Material supplied:
------------------------
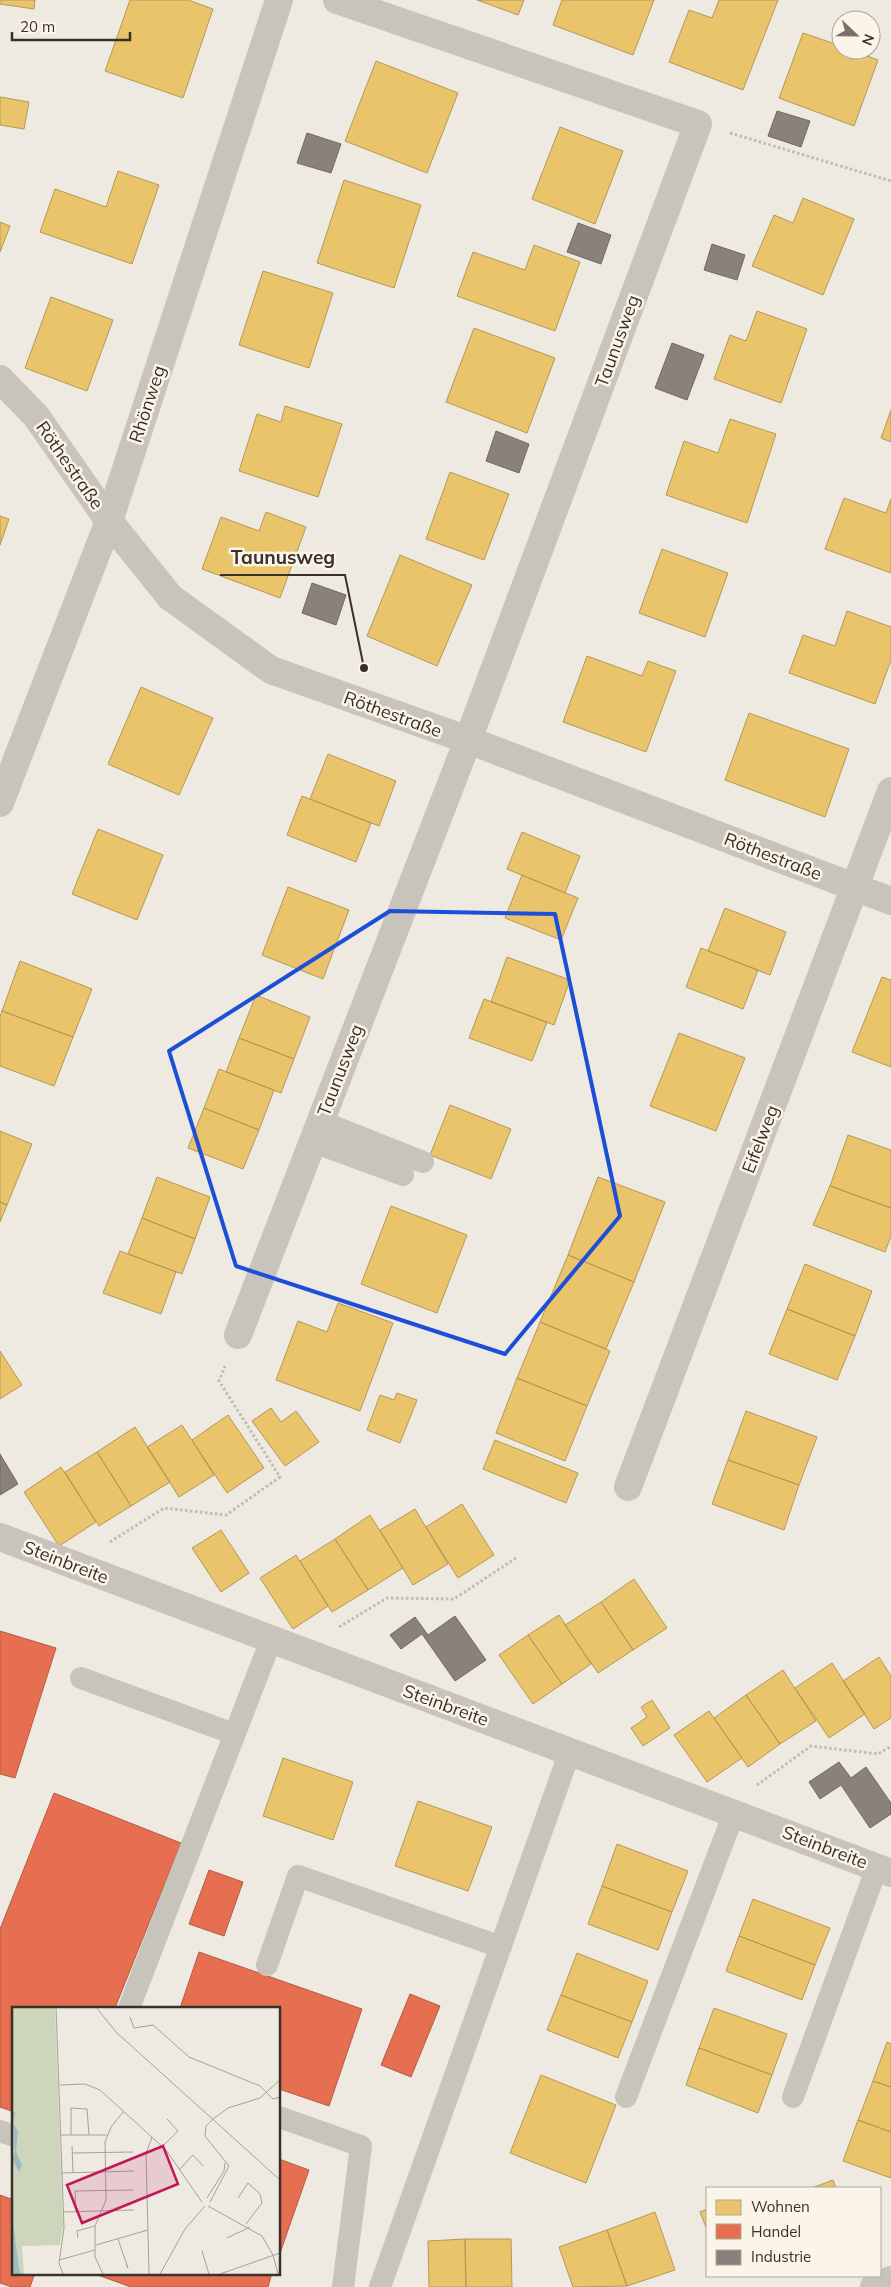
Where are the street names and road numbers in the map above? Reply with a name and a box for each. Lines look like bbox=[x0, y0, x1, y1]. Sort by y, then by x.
------------------------
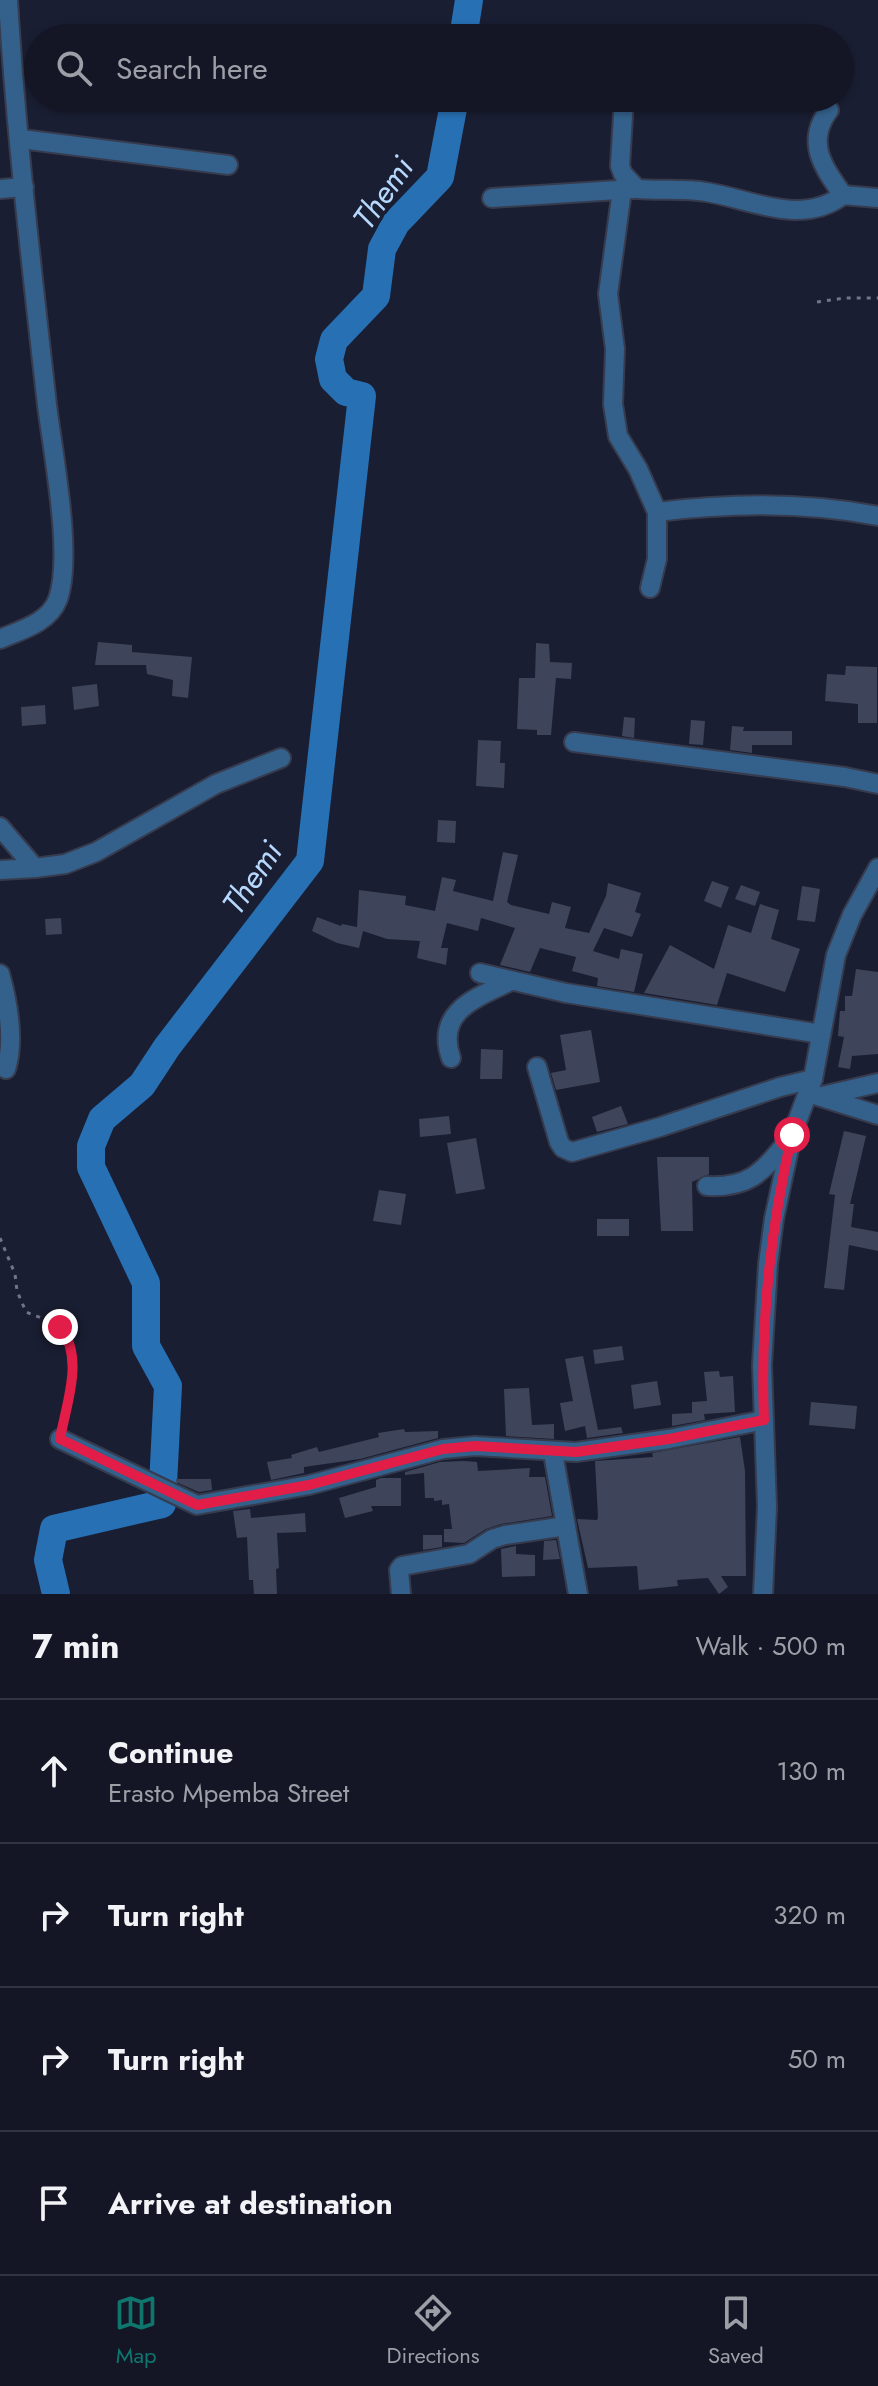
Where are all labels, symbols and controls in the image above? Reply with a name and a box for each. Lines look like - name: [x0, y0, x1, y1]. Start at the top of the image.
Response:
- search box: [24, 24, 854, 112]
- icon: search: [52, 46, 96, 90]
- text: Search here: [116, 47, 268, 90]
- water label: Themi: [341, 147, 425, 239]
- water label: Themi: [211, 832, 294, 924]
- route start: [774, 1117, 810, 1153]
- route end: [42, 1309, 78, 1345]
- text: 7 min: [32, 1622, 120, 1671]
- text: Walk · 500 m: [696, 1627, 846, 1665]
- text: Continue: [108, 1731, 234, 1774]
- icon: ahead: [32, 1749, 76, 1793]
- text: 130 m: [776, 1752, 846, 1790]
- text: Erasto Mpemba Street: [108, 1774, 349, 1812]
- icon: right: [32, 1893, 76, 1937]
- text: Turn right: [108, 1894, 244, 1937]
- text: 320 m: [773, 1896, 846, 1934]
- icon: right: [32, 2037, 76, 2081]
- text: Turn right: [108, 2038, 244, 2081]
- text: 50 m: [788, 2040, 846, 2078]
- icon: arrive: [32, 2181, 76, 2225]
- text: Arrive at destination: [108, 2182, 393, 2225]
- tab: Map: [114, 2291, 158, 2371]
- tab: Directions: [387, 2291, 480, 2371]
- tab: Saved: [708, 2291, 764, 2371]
------------------------
Work request: The reply should consist of a single number: how many lines in the listing contain the word "with".

Result for this task: 2